Database Sharding Deep Dive | Archicise

Introduction to Database Sharding

Sharding is a database architecture pattern that horizontally partitions data across multiple database instances. Each partition is called a "shard" and contains a subset of the total data.

Why Shard?

Single database servers have limits:

Storage: Maximum disk capacity
Throughput: Maximum queries per second
Memory: Limited RAM for indexes and caching

Sharding overcomes these limits by distributing data and load across multiple servers.

Sharding vs Replication

Replication copies the same data to multiple nodes (for redundancy and read scaling).

Sharding splits data across nodes (for write scaling and storage capacity).

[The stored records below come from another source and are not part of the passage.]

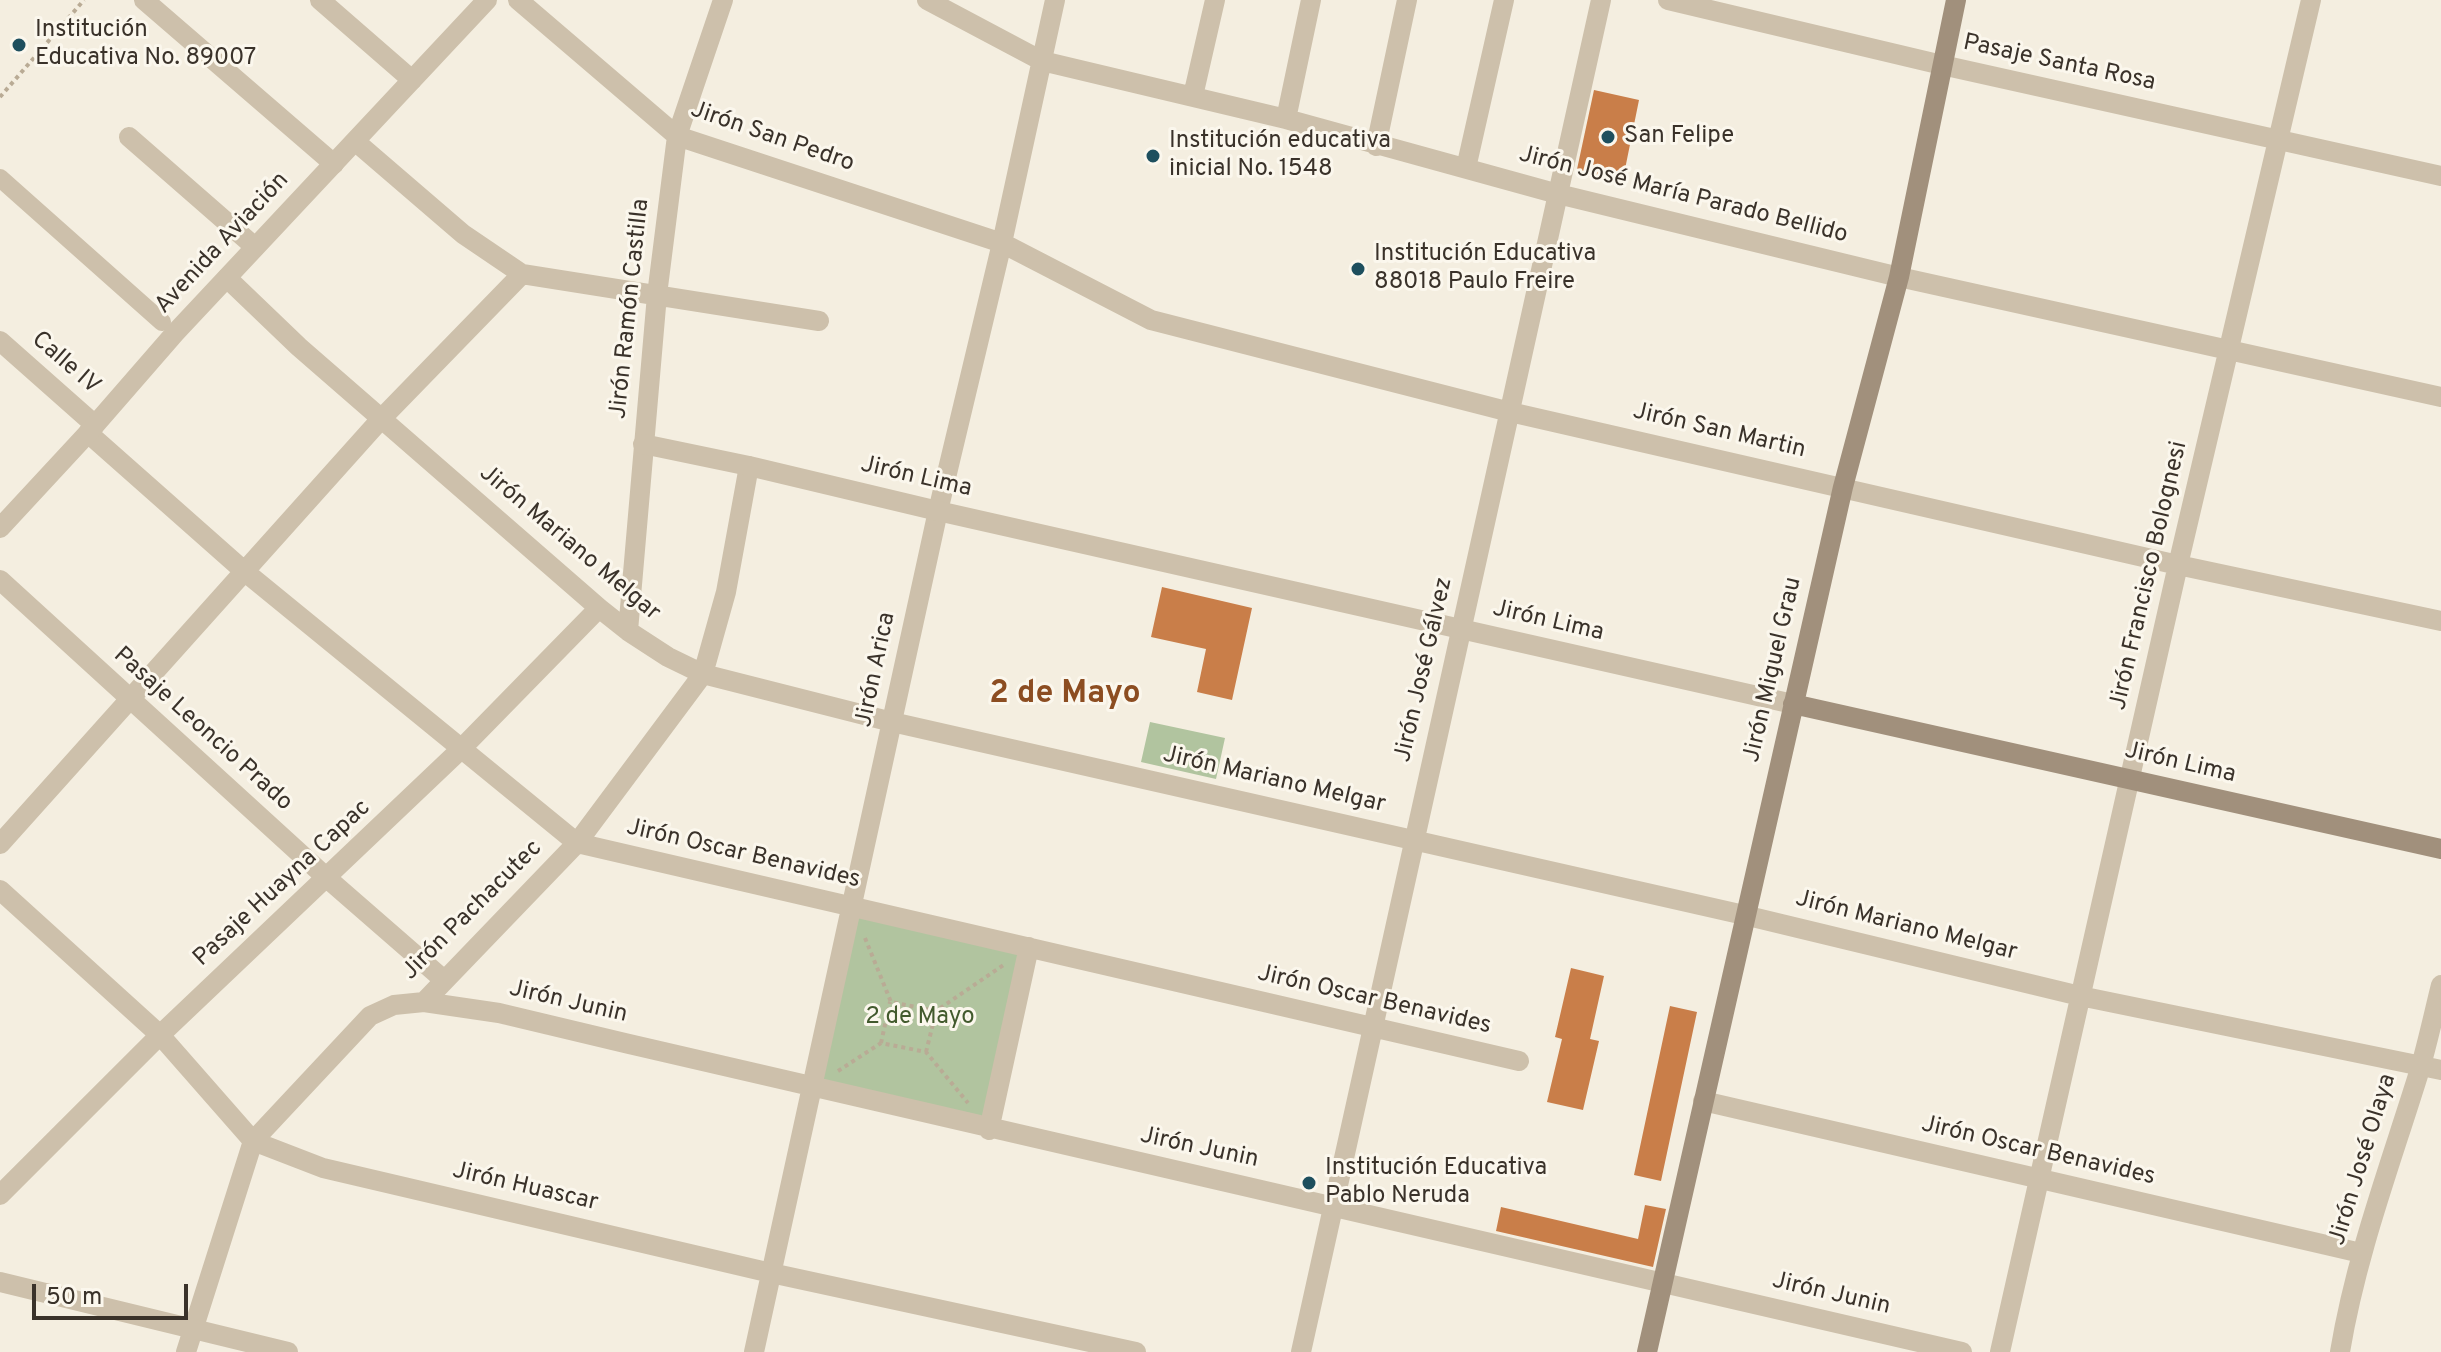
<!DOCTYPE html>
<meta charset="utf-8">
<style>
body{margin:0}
#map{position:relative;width:2441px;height:1352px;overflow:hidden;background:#f4eee0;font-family:Overpass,sans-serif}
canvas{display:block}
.scale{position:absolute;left:32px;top:1284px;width:156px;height:36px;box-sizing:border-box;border:4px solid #3a322a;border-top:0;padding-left:10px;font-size:24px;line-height:28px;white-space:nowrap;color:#3a322a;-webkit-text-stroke:6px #fbf7ed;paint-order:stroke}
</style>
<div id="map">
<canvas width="2441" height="1352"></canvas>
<div class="scale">50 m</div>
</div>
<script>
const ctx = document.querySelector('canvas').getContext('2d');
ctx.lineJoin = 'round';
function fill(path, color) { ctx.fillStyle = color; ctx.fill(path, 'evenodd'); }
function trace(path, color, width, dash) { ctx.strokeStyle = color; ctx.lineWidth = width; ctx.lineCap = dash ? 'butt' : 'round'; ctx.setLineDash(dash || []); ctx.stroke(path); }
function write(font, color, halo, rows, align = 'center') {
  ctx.font = font + ' Overpass,sans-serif'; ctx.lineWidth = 6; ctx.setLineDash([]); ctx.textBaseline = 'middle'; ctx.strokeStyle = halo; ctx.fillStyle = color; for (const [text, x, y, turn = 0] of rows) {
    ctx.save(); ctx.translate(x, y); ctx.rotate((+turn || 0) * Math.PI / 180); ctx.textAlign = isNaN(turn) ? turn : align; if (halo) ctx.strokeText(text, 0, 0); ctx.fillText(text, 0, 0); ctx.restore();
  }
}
fill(new Path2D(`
 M1150 722 1225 738 1216 779 1141 762Z
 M854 911 1026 950 984 1123 816 1086Z`), '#b1c49f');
fill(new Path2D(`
 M1594 90 1639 100 1622 184 1576 174Z
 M1162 587 1252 608 1232 700 1197 692 1206 649 1151 637Z
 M1571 968 1604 976 1590 1039 1599 1041 1583 1110 1547 1102 1562 1039 1555 1037Z
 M1670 1006 1697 1012 1661 1181 1634 1175Z
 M1645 1205 1666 1209 1653 1267 1496 1231 1501 1207 1638 1239Z`), '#c97e49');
trace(new Path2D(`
 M0 97 84 0
 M865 938 891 1002 936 1011 1005 964
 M881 1043 890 1002
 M926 1052 936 1012
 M838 1071 881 1043 926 1052 968 1103`), '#b9ab95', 4, [4, 4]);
trace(new Path2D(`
 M0 178 162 322`), '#cdc0ab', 18);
trace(new Path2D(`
 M144 0 334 164
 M320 0 412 80
 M518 0 677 136 1002 243 1151 320 1510 412 2178 565 2441 621
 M927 0 1042 61 1286 119 1558 194 1899 277 2441 397
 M1668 0 1942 65 2441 176
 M1193 96 1215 0
 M1286 119 1311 0
 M129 137 255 247
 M356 142 463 234 522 274 819 321
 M1376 146 1407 0
 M1466 168 1504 0
 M227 278 299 347 599 608 628 631 668 657 703 674 892 722 1744 915 2080 996 2441 1070
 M0 341 95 425
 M88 433 244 571 577 843 1519 1061
 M0 580 328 879 444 980
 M628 631 657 295 677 136 723 0
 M0 844 381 419 522 274
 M0 890 160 1035 253 1141 323 1168 771 1273 1136 1352
 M424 1002 499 1013C986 1130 1475 1239 1962 1352
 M1703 1101 2361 1253
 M989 1130 1029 947
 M0 1195 160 1035 460 750 599 608
 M186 1352 253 1141 370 1016 394 1005 424 1002 577 843 703 674 726 592 749 466
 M754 1352 938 511 1002 243 1055 0
 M1301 1352 1601 0
 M2000 1352 2178 565 2311 0
 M2340 1352C2356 1255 2391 1163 2420 1069 2428 1041 2434 1013 2441 985`), '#cdc0ab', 20);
trace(new Path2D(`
 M643 444 749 466 938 511 1793 704
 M0 528 88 433 175 333 487 0
 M0 1282 288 1352`), '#cdc0ab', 20);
trace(new Path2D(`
 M1793 704 2441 849
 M1647 1352 1843 487 1899 277 1956 0`), '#a1907c', 20);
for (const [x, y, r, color] of [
 [19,45,8,"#1e4f5e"],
 [1608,137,8,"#1e4f5e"],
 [1153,156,8,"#1e4f5e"],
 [1358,269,8,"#1e4f5e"],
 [1309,1183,8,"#1e4f5e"]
]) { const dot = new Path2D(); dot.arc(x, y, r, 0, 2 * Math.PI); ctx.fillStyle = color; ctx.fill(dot); trace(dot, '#fbf7ed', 3); }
write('24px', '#3a322a', '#fbf7ed', [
 ["Institución",35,31],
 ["Educativa No. 89007",35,59],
 ["San Felipe",1624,137],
 ["Institución educativa",1169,142],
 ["inicial No. 1548",1169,170],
 ["Institución Educativa",1374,255],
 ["88018 Paulo Freire",1374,283],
 ["Institución Educativa",1325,1169],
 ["Pablo Neruda",1325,1197]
], 'left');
write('24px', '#3a322a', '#fbf7ed', [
 ["Pasaje Santa Rosa",2059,64,12],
 ["Jirón San Pedro",772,138,19],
 ["Jirón José María Parado Bellido",1683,196,14],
 ["Avenida Aviación",223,244,-47],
 ["Jirón Ramón Castilla",631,309,-84],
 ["Calle IV",65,364,41],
 ["Jirón San Martin",1719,432,13],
 ["Jirón Lima",916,478,13],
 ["Jirón Mariano Melgar",569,544,40],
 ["Jirón Francisco Bolognesi",2150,576,-77],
 ["Jirón Lima",1548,622,13],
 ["Jirón Arica",877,670,-78],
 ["Jirón José Gálvez",1425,670,-77],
 ["Jirón Miguel Grau",1774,670,-77],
 ["Pasaje Leoncio Prado",202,730,42],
 ["Jirón Lima",2180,764,13],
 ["Jirón Mariano Melgar",1274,781,13],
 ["Jirón Oscar Benavides",743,855,13],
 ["Pasaje Huayna Capac",283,884,-43],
 ["Jirón Pachacutec",473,911,-45],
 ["Jirón Mariano Melgar",1906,927,14],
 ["Jirón Oscar Benavides",1374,1001,13],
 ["Jirón Junin",568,1003,13],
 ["Jirón Junin",1199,1149,12],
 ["Jirón Oscar Benavides",2038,1152,13],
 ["Jirón José Olaya",2364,1160,-73],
 ["Jirón Huascar",525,1188,13],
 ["Jirón Junin",1831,1295,13]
]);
write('24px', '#425a2d', '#fbf7ed', [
 ["2 de Mayo",920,1018]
]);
write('bold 32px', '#8c4d21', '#fbf7ed', [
 ["2 de Mayo",1065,696]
]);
</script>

These techniques are often combined: each shard has replicas for redundancy.

Sharding Strategies

Range-Based Sharding

Data is partitioned based on ranges of the shard key:

Shard 1: user_id 1-1,000,000
Shard 2: user_id 1,000,001-2,000,000
etc.

Pros: Simple, efficient range queries Cons: Can lead to hotspots if data isn't uniformly distributed

Hash-Based Sharding

A hash function determines which shard stores each record:

shard_number = hash(shard_key) % number_of_shards

Pros: Even data distribution Cons: Range queries require hitting all shards, resharding is complex

Directory-Based Sharding

A lookup table maps keys to shards:

| Key Range | Shard | |-----------|-------| | A-M | 1 | | N-Z | 2 |

Pros: Flexible, easy to move data Cons: Lookup table becomes a single point of failure

Geographic Sharding

Data is partitioned by geographic region:

US users → US shard
EU users → EU shard

Pros: Lower latency, data sovereignty compliance Cons: Users who travel may have higher latency

Choosing a Shard Key

The shard key is the most critical decision in sharding. Consider:

Cardinality

High cardinality (many unique values) allows even distribution. User ID is better than country code.

Access Patterns

Choose a key that matches your query patterns. If you always query by user_id, shard by user_id.

Data Distribution

Ensure data is evenly distributed. Avoid keys that create hotspots (e.g., timestamp for time-series data with mostly recent queries).

Growth Pattern

Consider how data will grow. Avoid keys that require frequent resharding.

Common Shard Key Examples

E-commerce: customer_id or order_id
Social Media: user_id
Multi-tenant SaaS: tenant_id
Gaming: player_id or game_id

Challenges of Sharding

Cross-Shard Queries

Queries spanning multiple shards are complex:

-- This query needs to hit all shards
SELECT * FROM users WHERE age > 25

Solutions:

Denormalize data to avoid cross-shard joins
Use scatter-gather pattern (query all shards, merge results)
Maintain global indexes

Cross-Shard Transactions

ACID transactions across shards are difficult. Options:

Two-Phase Commit (2PC): Coordinates across shards but slow
Saga Pattern: Break into local transactions with compensating actions
Avoid: Design to minimize cross-shard transactions

Resharding

Adding or removing shards requires data migration:

Plan for resharding from the start
Use consistent hashing to minimize data movement
Implement online migration to avoid downtime

Operational Complexity

Each shard needs:

Monitoring
Backups
Failover handling
Schema migrations

Implementing Sharding

Application-Level Sharding

Application code determines which shard to use:

def get_shard(user_id):
    return user_id % NUM_SHARDS

def get_user(user_id):
    shard = get_shard(user_id)
    connection = get_connection(shard)
    return connection.query("SELECT * FROM users WHERE id = ?", user_id)

Proxy-Based Sharding

A proxy layer handles routing:

Vitess (for MySQL)
Citus (for PostgreSQL)
ProxySQL

Database-Native Sharding

Some databases have built-in sharding:

MongoDB
CockroachDB
TiDB

Best Practices

Start simple: Exhaust vertical scaling and replication first
Choose the shard key carefully: It's hard to change later
Plan for resharding: Use consistent hashing, design for growth
Monitor shard balance: Watch for hotspots
Test thoroughly: Simulate failures and high load

Conclusion

Sharding is a powerful technique for scaling databases beyond single-server limits. While it adds complexity, careful planning and the right tooling can make it manageable. Always consider whether sharding is truly necessary before implementing it.